──────── Data listing

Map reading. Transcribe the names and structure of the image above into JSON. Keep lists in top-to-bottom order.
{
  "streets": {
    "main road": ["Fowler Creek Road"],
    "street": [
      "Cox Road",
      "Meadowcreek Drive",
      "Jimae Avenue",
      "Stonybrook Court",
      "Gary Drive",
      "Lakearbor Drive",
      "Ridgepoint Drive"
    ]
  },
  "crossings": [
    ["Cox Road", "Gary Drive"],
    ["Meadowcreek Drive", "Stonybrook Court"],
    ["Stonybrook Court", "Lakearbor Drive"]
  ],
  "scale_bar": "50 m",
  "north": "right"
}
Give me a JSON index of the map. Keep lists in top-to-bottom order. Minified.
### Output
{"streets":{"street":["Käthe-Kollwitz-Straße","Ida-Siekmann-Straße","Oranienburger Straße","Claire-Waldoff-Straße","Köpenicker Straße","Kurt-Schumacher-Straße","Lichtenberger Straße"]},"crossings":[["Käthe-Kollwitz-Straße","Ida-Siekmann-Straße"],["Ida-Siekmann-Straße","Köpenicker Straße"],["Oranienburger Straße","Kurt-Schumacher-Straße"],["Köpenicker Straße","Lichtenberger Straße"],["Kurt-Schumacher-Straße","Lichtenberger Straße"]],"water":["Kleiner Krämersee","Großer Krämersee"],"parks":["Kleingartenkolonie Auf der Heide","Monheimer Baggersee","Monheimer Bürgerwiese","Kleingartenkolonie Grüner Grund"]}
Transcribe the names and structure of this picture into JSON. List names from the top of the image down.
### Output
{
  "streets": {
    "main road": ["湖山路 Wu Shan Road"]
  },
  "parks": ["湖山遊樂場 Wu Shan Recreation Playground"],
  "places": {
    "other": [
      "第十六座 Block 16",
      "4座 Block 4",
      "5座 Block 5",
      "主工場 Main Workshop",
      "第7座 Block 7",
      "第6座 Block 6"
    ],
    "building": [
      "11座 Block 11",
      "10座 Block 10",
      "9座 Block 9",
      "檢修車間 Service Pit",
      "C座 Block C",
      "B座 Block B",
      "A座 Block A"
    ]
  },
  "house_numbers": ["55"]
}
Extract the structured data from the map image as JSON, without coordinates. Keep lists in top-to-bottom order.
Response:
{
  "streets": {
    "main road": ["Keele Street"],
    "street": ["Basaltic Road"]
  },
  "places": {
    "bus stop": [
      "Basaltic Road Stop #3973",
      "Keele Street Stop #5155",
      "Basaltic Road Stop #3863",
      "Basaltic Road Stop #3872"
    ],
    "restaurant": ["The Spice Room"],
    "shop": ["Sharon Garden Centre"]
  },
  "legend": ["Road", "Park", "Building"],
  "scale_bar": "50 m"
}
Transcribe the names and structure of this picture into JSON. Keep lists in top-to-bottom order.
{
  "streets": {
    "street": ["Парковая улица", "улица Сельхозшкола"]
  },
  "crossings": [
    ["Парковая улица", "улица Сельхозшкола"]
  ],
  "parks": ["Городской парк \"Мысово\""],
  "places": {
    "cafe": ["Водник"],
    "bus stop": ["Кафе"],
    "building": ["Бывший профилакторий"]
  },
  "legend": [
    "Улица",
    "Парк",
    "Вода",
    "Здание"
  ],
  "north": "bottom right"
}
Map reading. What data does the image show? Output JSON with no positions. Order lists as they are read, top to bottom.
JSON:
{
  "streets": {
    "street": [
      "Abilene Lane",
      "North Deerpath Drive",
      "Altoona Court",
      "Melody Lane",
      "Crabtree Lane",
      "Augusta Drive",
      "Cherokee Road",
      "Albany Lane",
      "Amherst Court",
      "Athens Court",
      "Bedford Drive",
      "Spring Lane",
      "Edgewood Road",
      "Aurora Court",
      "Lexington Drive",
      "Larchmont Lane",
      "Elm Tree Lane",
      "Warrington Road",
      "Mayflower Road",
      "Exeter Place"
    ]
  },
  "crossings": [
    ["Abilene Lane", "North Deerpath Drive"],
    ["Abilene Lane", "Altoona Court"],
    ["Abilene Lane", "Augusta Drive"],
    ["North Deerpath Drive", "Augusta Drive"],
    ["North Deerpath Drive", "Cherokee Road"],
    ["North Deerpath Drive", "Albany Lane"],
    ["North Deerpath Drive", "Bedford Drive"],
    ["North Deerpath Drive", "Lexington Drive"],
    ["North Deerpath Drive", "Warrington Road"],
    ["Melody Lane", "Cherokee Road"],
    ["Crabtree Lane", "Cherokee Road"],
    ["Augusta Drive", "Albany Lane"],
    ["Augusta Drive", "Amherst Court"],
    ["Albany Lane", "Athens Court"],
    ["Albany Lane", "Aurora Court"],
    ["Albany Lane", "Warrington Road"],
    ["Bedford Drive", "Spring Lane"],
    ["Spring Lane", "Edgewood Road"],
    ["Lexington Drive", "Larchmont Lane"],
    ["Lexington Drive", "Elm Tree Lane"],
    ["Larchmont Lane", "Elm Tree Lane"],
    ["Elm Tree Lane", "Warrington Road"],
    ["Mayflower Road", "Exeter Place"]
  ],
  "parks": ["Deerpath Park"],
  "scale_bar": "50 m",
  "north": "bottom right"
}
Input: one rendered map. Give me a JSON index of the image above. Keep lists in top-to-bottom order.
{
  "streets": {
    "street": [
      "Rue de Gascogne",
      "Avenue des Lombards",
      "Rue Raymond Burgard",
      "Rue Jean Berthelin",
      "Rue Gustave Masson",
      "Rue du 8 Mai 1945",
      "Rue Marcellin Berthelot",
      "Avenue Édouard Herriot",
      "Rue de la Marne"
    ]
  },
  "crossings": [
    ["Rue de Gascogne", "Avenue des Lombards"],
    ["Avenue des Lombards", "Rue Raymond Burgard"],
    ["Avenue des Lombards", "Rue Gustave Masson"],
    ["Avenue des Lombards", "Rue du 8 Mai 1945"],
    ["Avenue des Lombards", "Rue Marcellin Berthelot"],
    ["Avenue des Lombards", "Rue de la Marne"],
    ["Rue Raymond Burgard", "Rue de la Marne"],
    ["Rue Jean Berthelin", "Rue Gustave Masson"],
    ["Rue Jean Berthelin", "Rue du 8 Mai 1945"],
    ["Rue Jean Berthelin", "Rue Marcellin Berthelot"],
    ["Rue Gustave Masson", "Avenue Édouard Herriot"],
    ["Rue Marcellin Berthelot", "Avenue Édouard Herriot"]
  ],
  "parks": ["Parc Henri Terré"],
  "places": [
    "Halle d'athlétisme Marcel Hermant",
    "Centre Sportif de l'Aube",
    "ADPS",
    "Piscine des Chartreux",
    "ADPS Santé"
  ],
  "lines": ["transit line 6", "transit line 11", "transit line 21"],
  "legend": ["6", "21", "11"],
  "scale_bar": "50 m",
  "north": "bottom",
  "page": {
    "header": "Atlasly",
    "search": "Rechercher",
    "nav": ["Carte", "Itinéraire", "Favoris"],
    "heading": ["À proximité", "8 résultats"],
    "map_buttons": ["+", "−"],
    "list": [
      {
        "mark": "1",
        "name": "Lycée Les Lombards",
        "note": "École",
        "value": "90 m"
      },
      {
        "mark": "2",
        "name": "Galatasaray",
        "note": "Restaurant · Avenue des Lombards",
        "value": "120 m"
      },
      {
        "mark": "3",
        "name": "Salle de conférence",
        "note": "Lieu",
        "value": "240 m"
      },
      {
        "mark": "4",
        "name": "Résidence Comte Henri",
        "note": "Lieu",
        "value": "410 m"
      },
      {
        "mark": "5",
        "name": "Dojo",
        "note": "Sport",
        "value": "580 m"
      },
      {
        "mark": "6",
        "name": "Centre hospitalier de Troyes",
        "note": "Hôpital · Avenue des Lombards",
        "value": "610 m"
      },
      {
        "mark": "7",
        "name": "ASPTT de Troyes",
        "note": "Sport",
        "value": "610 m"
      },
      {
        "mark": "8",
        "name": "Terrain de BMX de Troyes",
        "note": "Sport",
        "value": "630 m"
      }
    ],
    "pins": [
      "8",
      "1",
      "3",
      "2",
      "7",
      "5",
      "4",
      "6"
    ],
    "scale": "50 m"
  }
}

────────────────

▶ **Aim of the task**
Look through the entries above, find each line containing "Herriot", and copy it.

▶ **Response below**
      "Avenue Édouard Herriot",
    ["Rue Gustave Masson", "Avenue Édouard Herriot"],
    ["Rue Marcellin Berthelot", "Avenue Édouard Herriot"]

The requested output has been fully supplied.